Dataset content »

/---

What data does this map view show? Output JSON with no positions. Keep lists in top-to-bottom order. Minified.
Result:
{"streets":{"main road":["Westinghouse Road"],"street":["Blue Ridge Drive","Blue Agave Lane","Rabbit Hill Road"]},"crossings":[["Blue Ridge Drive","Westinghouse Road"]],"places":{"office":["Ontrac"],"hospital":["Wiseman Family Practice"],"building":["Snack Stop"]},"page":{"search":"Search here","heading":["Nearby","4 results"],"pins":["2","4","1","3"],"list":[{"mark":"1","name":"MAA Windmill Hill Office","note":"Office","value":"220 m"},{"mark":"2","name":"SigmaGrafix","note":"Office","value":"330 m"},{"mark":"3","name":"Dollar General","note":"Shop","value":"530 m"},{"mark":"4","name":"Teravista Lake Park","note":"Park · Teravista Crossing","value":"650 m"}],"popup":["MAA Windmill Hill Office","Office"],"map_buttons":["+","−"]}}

\---

Requirement » So that nothing is lost, return the listing exactly and completely.

Your solution »
What data does this map view show? Output JSON with no positions. Keep lists in top-to-bottom order. Minified.
Result:
{"streets":{"main road":["Westinghouse Road"],"street":["Blue Ridge Drive","Blue Agave Lane","Rabbit Hill Road"]},"crossings":[["Blue Ridge Drive","Westinghouse Road"]],"places":{"office":["Ontrac"],"hospital":["Wiseman Family Practice"],"building":["Snack Stop"]},"page":{"search":"Search here","heading":["Nearby","4 results"],"pins":["2","4","1","3"],"list":[{"mark":"1","name":"MAA Windmill Hill Office","note":"Office","value":"220 m"},{"mark":"2","name":"SigmaGrafix","note":"Office","value":"330 m"},{"mark":"3","name":"Dollar General","note":"Shop","value":"530 m"},{"mark":"4","name":"Teravista Lake Park","note":"Park · Teravista Crossing","value":"650 m"}],"popup":["MAA Windmill Hill Office","Office"],"map_buttons":["+","−"]}}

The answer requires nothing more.